Look at the map $\varphi : \Bbb Q(\alpha, i) \to \Bbb Q(\alpha, i)$ sending $x$ to $(\alpha + i)x$.

• $\varphi(1) = \alpha + i$
• $\varphi(\alpha) = \alpha^2 + i\alpha$
• $\varphi(\alpha^2) = \alpha^3 + i\alpha^2 = -1 + \alpha + i\alpha^2$
• $\varphi(i) = -1 + i\alpha$
• $\varphi(i\alpha) = -\alpha + i\alpha^2$
• $\varphi(i\alpha^2) = -\alpha^2 + i\alpha^3 = -\alpha^2 - i + i\alpha$

So the matrix representing the map is:

$$\begin{bmatrix} 0 & 1 & 0 & 1 & 0 & 0 \\ 0 & 0 & 1 & 0 & 1 & 0 \\ -1 & 1 & 0 & 0 & 0 & 1 \\ -1 & 0 & 0 & 0 & 1 & 0 \\ 0 & -1 & 0 & 0 & 0 & 1 \\ 0 & 0 & -1 & -1 & 1 & 0 \end{bmatrix}$$

whose characteristic polynomial is $t^6 + t^4 + 2t^3 + 4t^2 - 8t + 5$ (thanks, Wolfram Alpha), which is also the minimal polynomial of $\alpha + i$ thanks to Cayley-Hamilton.

Answer 3

My different systematic approach:

If $\alpha$ is a root of the $\Bbb Q$-irreducible polynomial $f(X)$, then of $f$ is $\alpha$’s minimal (and characteristic) polynomial.

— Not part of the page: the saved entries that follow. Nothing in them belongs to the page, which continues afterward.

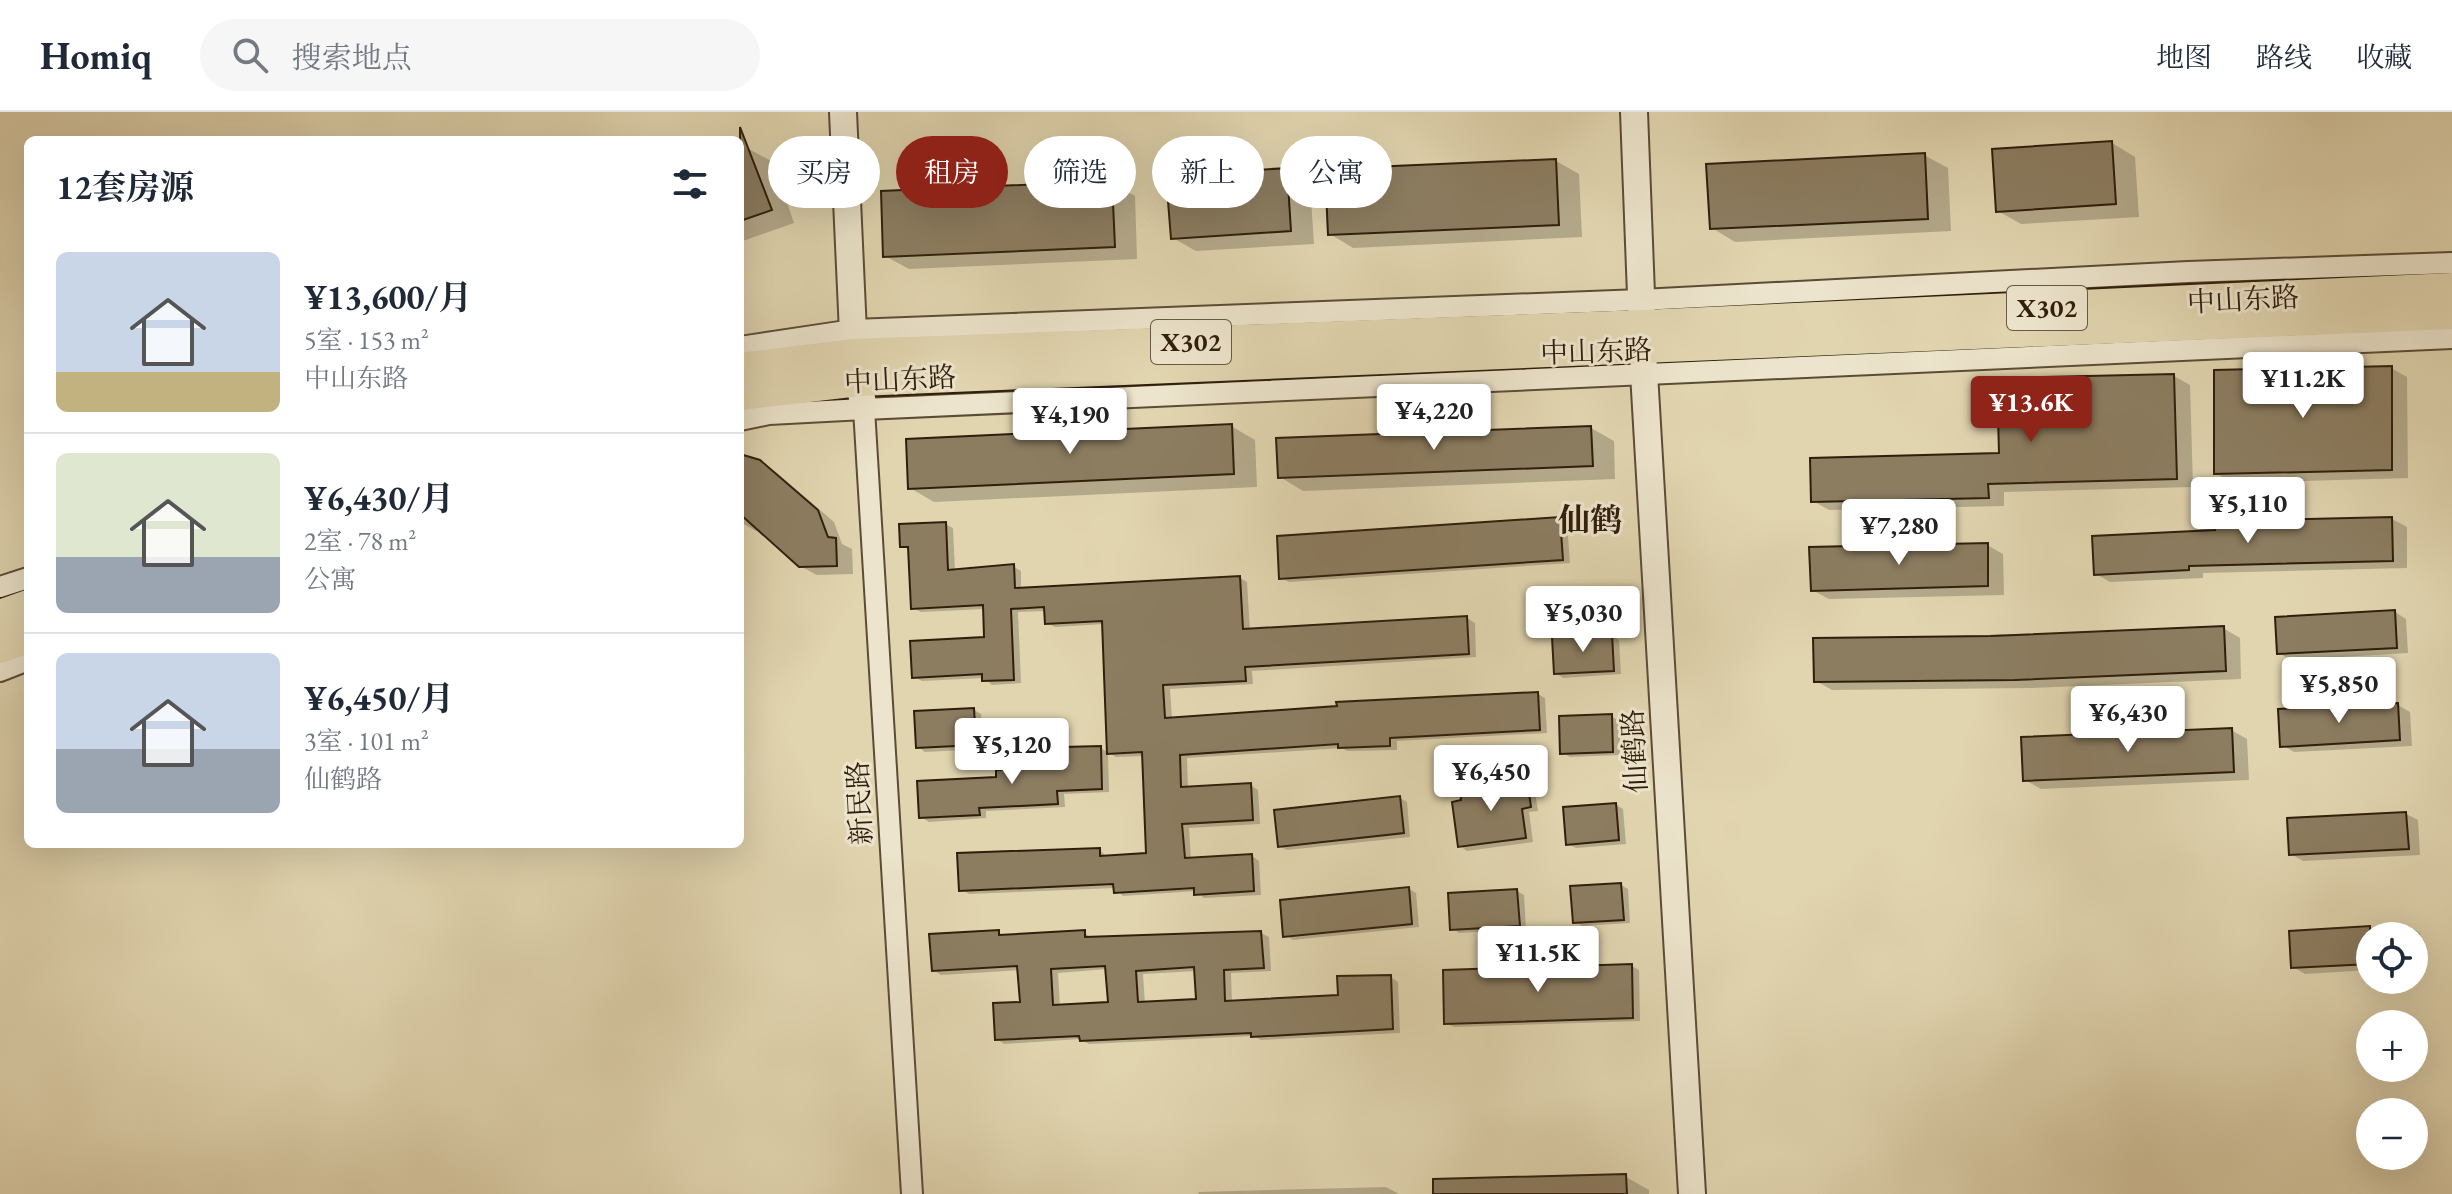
<!DOCTYPE html>
<html lang="zh">
<head>
<meta charset="utf-8">
<style>
	:root { --surface:#fff; --page:#f6f6f7; --text:#1f2937; --muted:#747a83; --line:#e0e1e3; --accent:#8f2418 }
	body { margin:0; font-family:"EB Garamond","Noto Serif SC",serif; background:var(--page); color:var(--text); height:100vh; display:flex; flex-direction:column; font-size:30px; white-space:nowrap }
	* { box-sizing:border-box; margin:0 }
	p { font-size:26px; color:var(--muted) }
	.icon { flex:none; width:44px; height:44px; fill:none; stroke:currentColor; stroke-width:2; stroke-linecap:round; stroke-linejoin:round }
	.map { position:relative; flex:1; overflow:hidden }
	.details { position:absolute; left:24px; top:24px; width:720px; height:712px; display:flex; flex-direction:column; background:var(--surface); border-radius:12px; box-shadow:0 8px 32px #0002 }
	.details>* { flex:none }
	.guide { position:absolute; left:768px; top:24px; width:760px; height:72px; display:flex; gap:16px }
	.controls { position:absolute; left:2356px; top:810px; display:grid; gap:16px }
	.controls a { display:grid; place-items:center; width:72px; height:72px; border-radius:50%; background:var(--surface); box-shadow:0 8px 32px #0002; font-size:40px }
	.price { position:absolute; translate:-50% -68px; padding:0 18px; border-radius:8px; background:#fff; color:#222; font-size:26px; line-height:52px; filter:drop-shadow(0 2px 4px #0008) }
	.price::after { content:''; position:absolute; left:50%; top:48px; width:24px; height:18px; margin-left:-12px; background:inherit; clip-path:polygon(0 0,100% 0,50% 100%) }
	.price.selected { background:var(--accent); color:#fff }
	ul { padding:0; list-style:none }
	li { display:flex; align-items:center; gap:24px; height:200px; padding:0 32px }
	li+li { border-top:2px solid var(--line) }
	li span { display:grid; place-items:center; flex:none; width:224px; height:160px; border-radius:12px; color:#555 }
	li>.icon { margin-inline-start:auto }
	span .icon { width:96px; height:96px; fill:#fffc; stroke-width:1 }
	li b { font-size:34px }
	h2 { display:flex; justify-content:space-between; align-items:center; height:96px; padding:0 32px; font-size:34px }
	.tag { padding:0 28px; border-radius:36px; background:var(--surface); box-shadow:0 8px 32px #0002; font-size:28px; line-height:72px }
	.tag.selected { background:var(--accent); color:#fff }
	header { display:flex; align-items:center; gap:48px; box-sizing:border-box; height:112px; padding:0 40px; background:var(--surface); border-bottom:2px solid var(--line) }
	header strong { font-size:38px }
	nav { display:flex; gap:44px; margin-inline-start:auto; font-size:28px }
	.search { width:560px; height:72px; background:var(--page); display:flex; align-items:center; gap:20px; box-sizing:border-box; padding:0 28px; border-radius:44px; color:var(--muted); font-size:30px }
	.map>svg:first-child { display:block }
	.shadow { fill:#0003; fill-rule:evenodd }
	.building { fill:#8c7d61; stroke:#301e0c; stroke-width:2; fill-rule:evenodd }
	.lines { fill:none; stroke-linecap:round; stroke-linejoin:round }
	.minor-casing { stroke:#5c4c35; stroke-width:24 }
	.tertiary-casing { stroke:#5c4c35; stroke-width:30 }
	.primary-casing { stroke:#301e0c; stroke-width:36 }
	.minor { stroke:#ece4cc; stroke-width:20 }
	.tertiary { stroke:#ece4cc; stroke-width:26 }
	.primary { stroke:#e1d5b0; stroke-width:32 }
	.labels { text-anchor:middle; stroke-width:6; stroke-linejoin:round; paint-order:stroke }
	.shield { fill:#ece4cc; stroke:#685946; stroke-width:2 }
	.shield-label { font-size:26px; font-weight:bold; fill:#301e0c }
	.street-label { font-size:28px; fill:#301e0c; stroke:#ece4cc }
	.quarter-label { font-size:32px; font-weight:bold; fill:#301e0c; stroke:#ece4cc }
</style>
</head>
<body>
<header>
<strong>Homiq</strong>
<div class="search"><svg class="icon" aria-label="search" viewBox="0 0 24 24"><circle cx="10" cy="10" r="6"/><path d="M15 15l6 6"/></svg>搜索地点</div>
<nav><a>地图</a><a>路线</a><a>收藏</a></nav>
</header>
<div class="map">
<svg width="2452" height="1082" viewBox="0 0 2452 1082">
	<rect width="100%" height="100%" fill="#e1d5b0"/>
	<filter id="stains"><feTurbulence type="fractalNoise" baseFrequency=".0025" numOctaves="4"/><feColorMatrix values="0 0 0 0 .2 0 0 0 0 .09 0 0 0 0 .02 0 0 0 .5 -.17"/></filter>
	<radialGradient id="worn" r=".72"><stop offset=".6" stop-color="#630" stop-opacity="0"/><stop offset="1" stop-color="#630" stop-opacity=".3"/></radialGradient>
	<!-- shadow -->
	<g class="shadow">
		<polygon points="2112,31 2135,45 2139,105 2021,112 1998,99"/>
		<polygon points="749,37 773,50 794,111 740,130 740,40"/>
		<polygon points="1924,43 1948,56 1951,119 1735,130 1712,116"/>
		<polygon points="1556,49 1579,62 1582,125 1353,136 1330,122"/>
		<polygon points="1286,58 1310,72 1314,132 1196,139 1173,126"/>
		<polygon points="1111,71 1135,84 1137,147 909,157 885,144"/>
		<polygon points="2391,256 2407,265 2408,366 2232,371 2216,361"/>
		<polygon points="2174,264 2190,273 2193,375 2004,380 2004,394 1829,398 1813,389 2001,343"/>
		<polygon points="1231,314 1255,328 1257,375 934,390 910,376"/>
		<polygon points="1591,316 1614,329 1615,367 1303,379 1280,365"/>
		<polygon points="740,344 776,360 834,410 842,432 852,437 853,462 817,463 800,454 759,417 756,419 740,410"/>
		<polygon points="1560,407 1567,411 1570,451 1289,470 1281,466"/>
		<polygon points="2392,407 2407,415 2407,456 2203,461 2203,466 2110,470 2096,462"/>
		<polygon points="945,412 953,416 955,459 1013,454 1021,459 1021,478 1240,466 1247,470 1250,519 1467,506 1475,511 1476,545 1252,559 1253,572 1170,577 1172,607 1538,582 1545,586 1547,621 1397,629 1397,638 1347,639 1342,636 1187,646 1188,676 1250,673 1258,678 1260,712 1189,716 1191,748 1252,744 1259,749 1261,783 1204,786 1196,779 1123,784 1115,776 969,782 961,777 1100,738 1107,745 1148,743 1144,644 1116,645 1108,640 1109,680 1064,682 1065,695 986,699 986,706 929,710 921,705 998,667 1066,656 1100,636 1109,641 1104,512 1055,515 1047,511 1046,499 1018,500 1021,571 992,573 984,566 922,569 914,565 986,527 985,497 921,500 913,496 910,438 902,434"/>
		<polygon points="1987,433 2003,442 2004,483 1829,487 1812,478"/>
		<polygon points="2395,500 2406,507 2408,541 2291,548 2279,541"/>
		<polygon points="2223,516 2240,526 2241,567 2032,576 1832,578 1816,569 1815,528"/>
		<polygon points="1612,524 1619,528 1621,562 1563,566 1556,561"/>
		<polygon points="2398,593 2410,600 2412,634 2294,640 2282,633"/>
		<polygon points="974,598 981,602 983,637 925,640 918,635"/>
		<polygon points="1612,605 1620,609 1620,643 1570,645 1562,640"/>
		<polygon points="2231,618 2247,627 2249,668 2041,677 2025,668"/>
		<polygon points="1527,669 1534,674 1538,699 1529,700 1533,730 1467,739 1460,734"/>
		<polygon points="1400,686 1407,690 1410,725 1287,738 1279,734"/>
		<polygon points="1616,693 1623,697 1626,732 1576,736 1568,732"/>
		<polygon points="2406,702 2418,708 2420,743 2303,749 2291,742"/>
		<polygon points="1621,773 1628,777 1630,811 1582,814 1575,809"/>
		<polygon points="1409,777 1416,781 1419,815 1293,828 1285,823"/>
		<polygon points="1517,779 1524,783 1526,817 1459,821 1452,816"/>
		<polygon points="2408,814 2420,821 2422,856 2414,856 2414,824 2370,824 2370,858 2305,862 2293,855 2291,821"/>
		<path d="M998,820l8,5 78,-5 8,7 169,-6 8,4 2,34 -40,2 1,30 108,-6 51,-20 7,5 2,51 -139,7 -7,-4 -165,8 -9,-5 -76,5 -7,-5 25,-35 -2,-34 -79,5 -8,-5zM1108,857l2,35 -50,3 -2,-34zM1196,859l2,30 -53,3 -2,-30z"/>
		<polygon points="1632,854 1639,858 1640,909 1454,915 1446,911"/>
		<polygon points="1626,1065 1649,1078 1649,1082 1438,1082"/>
		<polygon points="1386,1075 1399,1082 1199,1082 1198,1080"/>
	</g>
	<!-- building -->
	<g class="building">
		<polygon points="740,15 772,98 740,109"/>
		<polygon points="2112,29 2116,92 1996,100 1992,37"/>
		<polygon points="1925,41 1928,107 1710,117 1706,52"/>
		<polygon points="1556,47 1559,113 1328,123 1325,57"/>
		<polygon points="1287,56 1291,119 1171,127 1166,64"/>
		<polygon points="1112,69 1115,135 883,145 881,79"/>
		<polygon points="2392,254 2392,358 2214,362 2214,258"/>
		<polygon points="2174,262 2177,367 1988,372 1989,386 1811,390 1810,346 1999,341 1997,266"/>
		<polygon points="1232,312 1234,362 908,377 906,327"/>
		<polygon points="1591,314 1593,354 1278,366 1276,326"/>
		<polygon points="740,342 760,348 818,398 828,425 836,426 837,454 799,455 740,402"/>
		<polygon points="1560,405 1563,448 1279,467 1277,424"/>
		<polygon points="2392,405 2393,449 2189,454 2189,458 2094,463 2092,424 2215,418 2214,409"/>
		<polygon points="946,410 948,458 1014,452 1015,476 1240,464 1243,517 1467,504 1469,542 1245,555 1246,569 1163,573 1165,606 1337,594 1336,590 1538,580 1540,618 1390,626 1390,634 1338,636 1338,632 1180,643 1181,675 1251,671 1253,708 1182,712 1185,746 1252,742 1254,779 1194,783 1194,776 1114,781 1113,772 959,779 957,741 1100,736 1100,744 1146,741 1142,640 1107,642 1102,509 1045,512 1044,495 1011,497 1014,568 982,569 982,562 912,566 910,529 984,525 983,493 911,497 908,435 900,435 899,412"/>
		<polygon points="1988,431 1988,474 1811,479 1809,435"/>
		<polygon points="2395,498 2397,536 2277,542 2275,505"/>
		<polygon points="2224,514 2226,559 2015,568 1814,570 1813,526 1991,524"/>
		<polygon points="1612,522 1614,559 1554,562 1552,525"/>
		<polygon points="2398,591 2400,628 2280,635 2278,597"/>
		<polygon points="974,596 976,633 916,636 914,599"/>
		<polygon points="1612,602 1613,640 1560,642 1559,604"/>
		<polygon points="2232,616 2234,660 2023,669 2021,625"/>
		<polygon points="1101,634 1102,677 1057,679 1058,692 979,696 980,703 919,706 917,669 996,665 996,658 1064,654 1063,635"/>
		<polygon points="1527,667 1531,695 1522,697 1526,726 1458,735 1452,690 1461,688 1460,676"/>
		<polygon points="1400,684 1404,721 1278,735 1274,698"/>
		<polygon points="1616,691 1619,728 1566,733 1563,695"/>
		<polygon points="2406,700 2409,737 2289,743 2287,706"/>
		<polygon points="1621,771 1624,808 1573,811 1570,774"/>
		<polygon points="1409,775 1412,812 1283,825 1280,788"/>
		<polygon points="1517,777 1520,814 1450,818 1448,781"/>
		<polygon points="2370,814 2370,852 2291,856 2289,819"/>
		<path d="M999,818v5l86,-5v7l176,-6 3,37 -40,2 1,31 113,-6 -1,-19 54,-1 2,54 -142,8v-4l-171,8 -1,-5 -84,4 -2,-37 27,-1 -3,-36 -85,5 -3,-37zM1105,854l3,36 -55,3 -2,-36zM1194,855l2,32 -58,3 -2,-31z"/>
		<polygon points="1632,852 1633,906 1444,912 1443,858"/>
		<polygon points="1626,1062 1627,1082 1433,1082 1433,1067"/>
	</g>
	<g class="lines">
		<!-- minor casing -->
		<g class="minor-casing">
			<g id="minor">
				<polyline points="740,235 853,218 1641,188 2188,160 2452,151"/>
				<polyline points="864,297 912,1082"/>
				<polyline points="740,308 769,302 864,297 2452,226"/>
				<polyline points="0,475 28,466"/>
				<polyline points="0,559 28,548"/>
			</g>
		</g>
		<!-- tertiary casing -->
		<g class="tertiary-casing">
			<g id="tertiary">
				<polyline points="843,0 854,243 864,297"/>
				<polyline points="1634,0 1644,261 1692,1082"/>
			</g>
		</g>
		<!-- primary casing -->
		<g class="primary-casing">
			<g id="primary">
				<polyline points="740,257 854,243 1643,214 2452,177"/>
				<polyline points="740,282 859,268 2452,201"/>
				<polyline points="0,504 28,494"/>
				<polyline points="0,535 28,525"/>
			</g>
		</g>
		<!-- minor -->
		<use href="#minor" class="minor"/>
		<!-- tertiary -->
		<use href="#tertiary" class="tertiary"/>
		<!-- primary -->
		<use href="#primary" class="primary"/>
	</g>
	<g class="labels">
		<!-- shield labels -->
		<g class="shield">
			<rect x="2007" y="174" width="80" height="44" rx="6"/>
			<rect x="1151" y="208" width="80" height="44" rx="6"/>
		</g>
		<g class="shield-label">
			<text x="2047" y="205">X302</text>
			<text x="1191" y="239">X302</text>
		</g>
		<!-- street labels -->
		<g class="street-label">
			<text transform="translate(2243 187) rotate(-3)" y="10">中山东路</text>
			<text transform="translate(1596 239) rotate(-2)" y="10">中山东路</text>
			<text transform="translate(900 267) rotate(-3)" y="10">中山东路</text>
			<text transform="translate(1634 639) rotate(-93)" y="10">仙鹤路</text>
			<text transform="translate(859 691) rotate(-93)" y="10">新民路</text>
		</g>
		<!-- quarter labels -->
		<g class="quarter-label">
			<text x="1590" y="419">仙鹤</text>
		</g>
	</g>
	<rect width="100%" height="100%" filter="url(#stains)"/>
	<rect width="100%" height="100%" fill="url(#worn)"/>
</svg>
<div class="controls">
<a><svg class="icon" aria-label="locate" viewBox="0 0 24 24"><circle cx="12" cy="12" r="6"/><path d="M12 2v4M12 18v4M2 12h4M18 12h4"/></svg></a>
<a>+</a>
<a>−</a>
</div>
<b class="price" style="left:2303px;top:308px">¥11.2K</b>
<b class="price selected" style="left:2031px;top:332px">¥13.6K</b>
<b class="price" style="left:1434px;top:340px">¥4,220</b>
<b class="price" style="left:1070px;top:344px">¥4,190</b>
<b class="price" style="left:2248px;top:433px">¥5,110</b>
<b class="price" style="left:1899px;top:455px">¥7,280</b>
<b class="price" style="left:1583px;top:542px">¥5,030</b>
<b class="price" style="left:2339px;top:613px">¥5,850</b>
<b class="price" style="left:2128px;top:642px">¥6,430</b>
<b class="price" style="left:1012px;top:674px">¥5,120</b>
<b class="price" style="left:1491px;top:701px">¥6,450</b>
<b class="price" style="left:1538px;top:882px">¥11.5K</b>
<div class="guide">
<a class="tag">买房</a>
<a class="tag selected">租房</a>
<a class="tag">筛选</a>
<a class="tag">新上</a>
<a class="tag">公寓</a>
</div>
<section class="details">
<h2>12套房源<svg class="icon" aria-label="filters" viewBox="0 0 24 24"><path d="M4 7h16M4 17h16"/><circle cx="9" cy="7" r="2"/><circle cx="15" cy="17" r="2"/></svg></h2>
<ul>
<li><span style="background:linear-gradient(#c9d6e8 75%,#c2b280 0)"><svg class="icon" aria-label="home" viewBox="0 0 24 24"><path d="M3 11l9-7 9 7M6 9v11h12V9"/></svg></span><div><b>¥13,600/月</b><p>5室 · 153 m²</p><p>中山东路</p></div></li>
<li><span style="background:linear-gradient(#dfe7d0 65%,#9aa5b1 0)"><svg class="icon" aria-label="home" viewBox="0 0 24 24"><path d="M3 11l9-7 9 7M6 9v11h12V9"/></svg></span><div><b>¥6,430/月</b><p>2室 · 78 m²</p><p>公寓</p></div></li>
<li><span style="background:linear-gradient(#c9d6e8 60%,#9aa5b1 0)"><svg class="icon" aria-label="home" viewBox="0 0 24 24"><path d="M3 11l9-7 9 7M6 9v11h12V9"/></svg></span><div><b>¥6,450/月</b><p>3室 · 101 m²</p><p>仙鹤路</p></div></li>
</ul>
</section>
</div>
</body>
</html>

Now $f(X)$ is still irreducible over $k=\Bbb Q(i)$, because $k$ contains no cubic quantities and therefore $f$ has no roots there. It follows that $f(X-i)$ is also $k$-irreducible, and is therefore the $k$-minimal polynomial for $\alpha+i$. Mutiply this by its conjugate to get $g(X)=f(X-i)(f(X+i)\in\Bbb Q[X]$. It is a $\Bbb Q$-polynomial of the right degree, with $\alpha+i$ as a root. And:

By an easy hand computation, we find that $g=X^6 + X^4 +2X^3 + 4X^2 - 8X+5$, same as @KennyLau got, but without prayer or supplication to Wolfram.